**Instructions for the task**
Could the lines from the top of the material to the line that contains "function fill(path, color)" be retyped exactly, both included and pictures omitted?

|---|

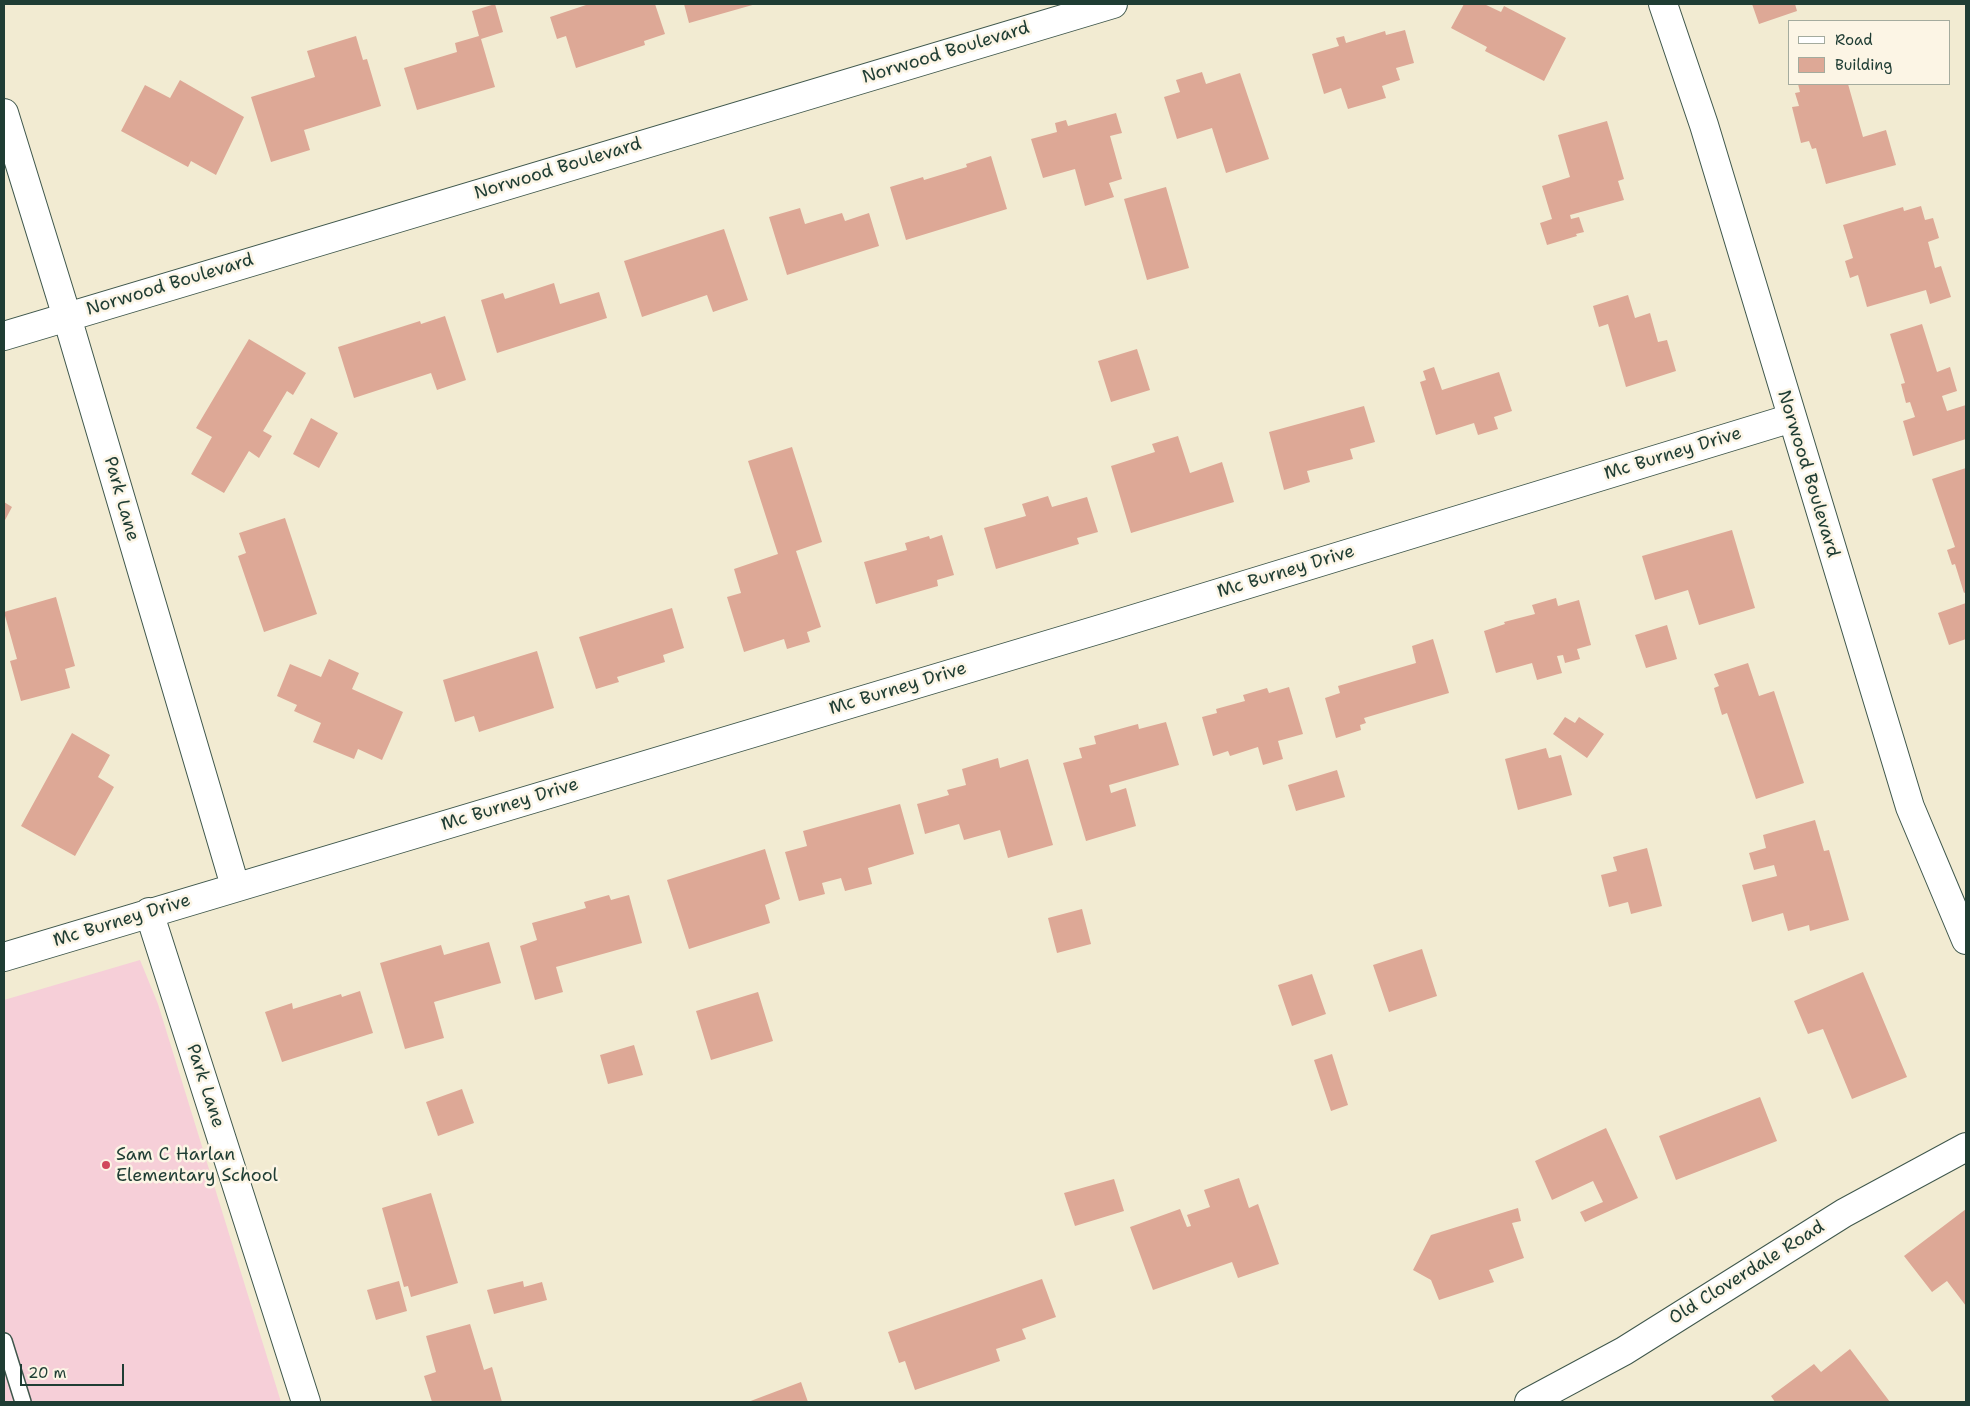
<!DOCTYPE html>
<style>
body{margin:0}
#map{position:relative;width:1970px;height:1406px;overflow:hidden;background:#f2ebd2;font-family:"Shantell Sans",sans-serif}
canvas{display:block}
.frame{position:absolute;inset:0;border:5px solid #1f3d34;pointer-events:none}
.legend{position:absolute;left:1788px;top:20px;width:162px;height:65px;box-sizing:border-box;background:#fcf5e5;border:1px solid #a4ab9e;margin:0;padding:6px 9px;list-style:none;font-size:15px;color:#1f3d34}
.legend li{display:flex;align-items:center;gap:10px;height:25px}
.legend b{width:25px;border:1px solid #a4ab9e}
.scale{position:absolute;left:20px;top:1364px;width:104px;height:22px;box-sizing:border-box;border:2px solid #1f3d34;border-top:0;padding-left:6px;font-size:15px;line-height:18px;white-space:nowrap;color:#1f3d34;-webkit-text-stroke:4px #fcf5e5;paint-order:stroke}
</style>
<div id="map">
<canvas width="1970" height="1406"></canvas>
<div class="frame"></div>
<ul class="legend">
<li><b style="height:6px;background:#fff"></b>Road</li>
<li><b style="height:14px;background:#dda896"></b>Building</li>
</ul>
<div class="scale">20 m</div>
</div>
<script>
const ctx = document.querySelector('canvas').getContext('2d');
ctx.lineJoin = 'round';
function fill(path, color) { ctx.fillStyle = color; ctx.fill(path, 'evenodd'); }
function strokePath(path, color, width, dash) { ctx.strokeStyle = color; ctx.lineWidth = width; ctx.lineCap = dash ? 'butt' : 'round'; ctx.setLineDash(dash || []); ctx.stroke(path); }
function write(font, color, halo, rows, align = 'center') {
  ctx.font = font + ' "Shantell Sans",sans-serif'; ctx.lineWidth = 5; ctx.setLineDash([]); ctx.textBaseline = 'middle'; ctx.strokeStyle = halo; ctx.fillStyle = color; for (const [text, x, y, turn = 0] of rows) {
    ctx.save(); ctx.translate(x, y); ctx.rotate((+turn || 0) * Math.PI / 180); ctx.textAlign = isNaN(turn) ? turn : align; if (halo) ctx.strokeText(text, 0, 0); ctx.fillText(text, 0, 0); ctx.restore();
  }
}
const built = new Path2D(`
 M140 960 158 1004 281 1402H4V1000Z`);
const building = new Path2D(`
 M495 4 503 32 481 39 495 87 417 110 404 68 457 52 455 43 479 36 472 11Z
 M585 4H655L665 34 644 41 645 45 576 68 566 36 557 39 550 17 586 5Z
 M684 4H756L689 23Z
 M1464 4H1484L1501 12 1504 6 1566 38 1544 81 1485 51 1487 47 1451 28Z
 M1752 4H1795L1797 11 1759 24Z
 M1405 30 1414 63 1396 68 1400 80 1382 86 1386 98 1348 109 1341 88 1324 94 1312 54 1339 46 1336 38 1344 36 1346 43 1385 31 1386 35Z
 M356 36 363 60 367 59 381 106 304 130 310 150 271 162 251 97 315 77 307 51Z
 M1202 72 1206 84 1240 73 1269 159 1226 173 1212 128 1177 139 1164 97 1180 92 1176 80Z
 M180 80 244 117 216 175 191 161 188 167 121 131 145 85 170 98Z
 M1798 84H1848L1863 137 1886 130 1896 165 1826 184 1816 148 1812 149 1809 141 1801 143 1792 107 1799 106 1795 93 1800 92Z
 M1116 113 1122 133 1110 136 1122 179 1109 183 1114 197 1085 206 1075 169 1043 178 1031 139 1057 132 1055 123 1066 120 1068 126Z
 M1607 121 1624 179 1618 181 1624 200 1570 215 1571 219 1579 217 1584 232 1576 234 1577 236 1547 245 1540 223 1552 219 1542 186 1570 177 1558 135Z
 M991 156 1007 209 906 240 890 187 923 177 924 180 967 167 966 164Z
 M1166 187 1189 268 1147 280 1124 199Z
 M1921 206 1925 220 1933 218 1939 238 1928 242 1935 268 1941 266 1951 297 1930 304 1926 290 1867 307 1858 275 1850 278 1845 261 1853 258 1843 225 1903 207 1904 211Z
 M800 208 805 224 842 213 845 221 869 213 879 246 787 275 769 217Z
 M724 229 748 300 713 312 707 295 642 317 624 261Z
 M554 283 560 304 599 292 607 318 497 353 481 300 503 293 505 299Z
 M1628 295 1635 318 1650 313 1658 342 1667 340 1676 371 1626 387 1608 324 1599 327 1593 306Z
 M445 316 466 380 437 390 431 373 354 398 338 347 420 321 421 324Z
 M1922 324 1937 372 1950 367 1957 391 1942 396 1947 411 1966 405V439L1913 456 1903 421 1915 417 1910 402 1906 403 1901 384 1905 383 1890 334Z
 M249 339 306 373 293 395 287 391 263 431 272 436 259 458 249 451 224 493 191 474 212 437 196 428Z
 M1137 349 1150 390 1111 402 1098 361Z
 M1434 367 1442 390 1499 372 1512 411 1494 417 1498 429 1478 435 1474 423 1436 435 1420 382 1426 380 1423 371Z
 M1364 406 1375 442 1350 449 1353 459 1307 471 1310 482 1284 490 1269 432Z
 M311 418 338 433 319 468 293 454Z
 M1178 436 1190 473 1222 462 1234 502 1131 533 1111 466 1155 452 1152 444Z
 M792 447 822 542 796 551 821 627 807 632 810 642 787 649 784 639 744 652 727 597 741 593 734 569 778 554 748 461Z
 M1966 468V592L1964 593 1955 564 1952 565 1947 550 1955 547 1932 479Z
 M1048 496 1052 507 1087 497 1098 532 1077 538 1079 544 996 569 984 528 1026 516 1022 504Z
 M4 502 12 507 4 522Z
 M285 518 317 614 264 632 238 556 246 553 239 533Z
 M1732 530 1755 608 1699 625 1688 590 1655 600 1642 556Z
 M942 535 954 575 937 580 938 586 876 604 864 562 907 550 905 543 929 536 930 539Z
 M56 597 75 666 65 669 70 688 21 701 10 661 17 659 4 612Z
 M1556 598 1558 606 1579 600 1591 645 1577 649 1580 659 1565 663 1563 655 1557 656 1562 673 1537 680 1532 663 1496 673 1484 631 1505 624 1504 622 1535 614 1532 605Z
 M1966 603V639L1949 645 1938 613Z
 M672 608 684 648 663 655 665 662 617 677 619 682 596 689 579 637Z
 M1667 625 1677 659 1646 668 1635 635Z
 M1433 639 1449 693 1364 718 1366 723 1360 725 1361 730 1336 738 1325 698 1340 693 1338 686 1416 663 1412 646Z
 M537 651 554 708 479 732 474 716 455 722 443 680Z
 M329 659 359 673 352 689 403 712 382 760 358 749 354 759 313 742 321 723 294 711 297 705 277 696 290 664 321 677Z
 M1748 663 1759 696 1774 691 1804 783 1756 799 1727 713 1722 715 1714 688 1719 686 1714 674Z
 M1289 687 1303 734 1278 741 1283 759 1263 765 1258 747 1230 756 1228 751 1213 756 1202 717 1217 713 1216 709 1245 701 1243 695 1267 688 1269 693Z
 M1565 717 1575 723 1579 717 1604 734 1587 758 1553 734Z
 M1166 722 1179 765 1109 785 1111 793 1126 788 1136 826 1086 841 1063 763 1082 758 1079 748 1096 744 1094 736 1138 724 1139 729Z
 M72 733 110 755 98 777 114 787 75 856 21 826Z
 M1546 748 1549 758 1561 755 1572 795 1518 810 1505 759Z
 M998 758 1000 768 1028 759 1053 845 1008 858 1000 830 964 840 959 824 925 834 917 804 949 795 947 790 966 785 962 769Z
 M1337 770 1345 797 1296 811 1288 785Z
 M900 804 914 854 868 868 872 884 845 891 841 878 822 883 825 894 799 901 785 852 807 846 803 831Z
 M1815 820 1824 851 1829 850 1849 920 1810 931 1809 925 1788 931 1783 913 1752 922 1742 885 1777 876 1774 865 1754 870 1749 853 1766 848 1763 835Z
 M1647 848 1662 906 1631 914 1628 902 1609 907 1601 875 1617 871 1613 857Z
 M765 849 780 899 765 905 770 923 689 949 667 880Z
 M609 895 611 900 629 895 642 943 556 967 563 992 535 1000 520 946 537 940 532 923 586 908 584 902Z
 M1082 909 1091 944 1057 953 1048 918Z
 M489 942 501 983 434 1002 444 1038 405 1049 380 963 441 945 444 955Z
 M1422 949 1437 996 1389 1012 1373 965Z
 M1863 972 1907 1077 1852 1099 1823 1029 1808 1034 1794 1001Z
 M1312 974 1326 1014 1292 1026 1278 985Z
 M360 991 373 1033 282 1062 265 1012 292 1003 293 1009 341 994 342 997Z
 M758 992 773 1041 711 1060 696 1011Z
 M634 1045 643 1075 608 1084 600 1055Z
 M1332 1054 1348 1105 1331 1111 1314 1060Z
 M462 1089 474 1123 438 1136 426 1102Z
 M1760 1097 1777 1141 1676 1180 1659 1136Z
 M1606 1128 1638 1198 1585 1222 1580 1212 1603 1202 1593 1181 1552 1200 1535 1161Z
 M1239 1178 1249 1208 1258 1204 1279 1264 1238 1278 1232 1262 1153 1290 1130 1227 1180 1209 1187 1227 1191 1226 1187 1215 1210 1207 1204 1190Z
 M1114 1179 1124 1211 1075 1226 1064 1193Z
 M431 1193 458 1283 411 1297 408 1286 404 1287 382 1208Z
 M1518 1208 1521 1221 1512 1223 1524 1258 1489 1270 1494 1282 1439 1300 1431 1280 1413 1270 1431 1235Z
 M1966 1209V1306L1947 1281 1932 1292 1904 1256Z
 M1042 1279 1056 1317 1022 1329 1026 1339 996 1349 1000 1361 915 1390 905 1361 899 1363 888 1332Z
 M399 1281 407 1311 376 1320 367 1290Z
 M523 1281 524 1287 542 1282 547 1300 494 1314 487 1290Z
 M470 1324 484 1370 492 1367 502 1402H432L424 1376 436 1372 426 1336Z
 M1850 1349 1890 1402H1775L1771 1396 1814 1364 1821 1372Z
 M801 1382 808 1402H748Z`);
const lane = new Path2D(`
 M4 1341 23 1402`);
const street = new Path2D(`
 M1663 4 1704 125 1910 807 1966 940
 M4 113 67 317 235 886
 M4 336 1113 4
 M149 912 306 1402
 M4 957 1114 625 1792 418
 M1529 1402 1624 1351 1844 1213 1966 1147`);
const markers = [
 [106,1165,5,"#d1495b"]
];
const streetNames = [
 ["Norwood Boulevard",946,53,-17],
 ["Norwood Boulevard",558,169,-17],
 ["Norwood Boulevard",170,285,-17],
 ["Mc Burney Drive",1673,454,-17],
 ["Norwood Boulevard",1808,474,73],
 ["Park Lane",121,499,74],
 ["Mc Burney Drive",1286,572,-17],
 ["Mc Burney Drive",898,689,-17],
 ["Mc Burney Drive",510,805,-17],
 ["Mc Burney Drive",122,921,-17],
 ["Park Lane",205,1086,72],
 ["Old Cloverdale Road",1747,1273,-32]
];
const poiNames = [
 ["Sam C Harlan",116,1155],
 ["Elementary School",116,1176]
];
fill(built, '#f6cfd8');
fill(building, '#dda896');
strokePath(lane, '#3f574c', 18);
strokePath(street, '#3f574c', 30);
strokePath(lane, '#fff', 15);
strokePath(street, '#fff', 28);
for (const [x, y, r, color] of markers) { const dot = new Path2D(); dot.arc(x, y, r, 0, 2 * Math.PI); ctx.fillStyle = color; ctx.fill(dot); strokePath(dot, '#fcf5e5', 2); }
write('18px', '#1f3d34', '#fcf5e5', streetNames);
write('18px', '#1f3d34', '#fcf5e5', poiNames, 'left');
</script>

|---|

**Result**
<!DOCTYPE html>
<style>
body{margin:0}
#map{position:relative;width:1970px;height:1406px;overflow:hidden;background:#f2ebd2;font-family:"Shantell Sans",sans-serif}
canvas{display:block}
.frame{position:absolute;inset:0;border:5px solid #1f3d34;pointer-events:none}
.legend{position:absolute;left:1788px;top:20px;width:162px;height:65px;box-sizing:border-box;background:#fcf5e5;border:1px solid #a4ab9e;margin:0;padding:6px 9px;list-style:none;font-size:15px;color:#1f3d34}
.legend li{display:flex;align-items:center;gap:10px;height:25px}
.legend b{width:25px;border:1px solid #a4ab9e}
.scale{position:absolute;left:20px;top:1364px;width:104px;height:22px;box-sizing:border-box;border:2px solid #1f3d34;border-top:0;padding-left:6px;font-size:15px;line-height:18px;white-space:nowrap;color:#1f3d34;-webkit-text-stroke:4px #fcf5e5;paint-order:stroke}
</style>
<div id="map">
<canvas width="1970" height="1406"></canvas>
<div class="frame"></div>
<ul class="legend">
<li><b style="height:6px;background:#fff"></b>Road</li>
<li><b style="height:14px;background:#dda896"></b>Building</li>
</ul>
<div class="scale">20 m</div>
</div>
<script>
const ctx = document.querySelector('canvas').getContext('2d');
ctx.lineJoin = 'round';
function fill(path, color) { ctx.fillStyle = color; ctx.fill(path, 'evenodd'); }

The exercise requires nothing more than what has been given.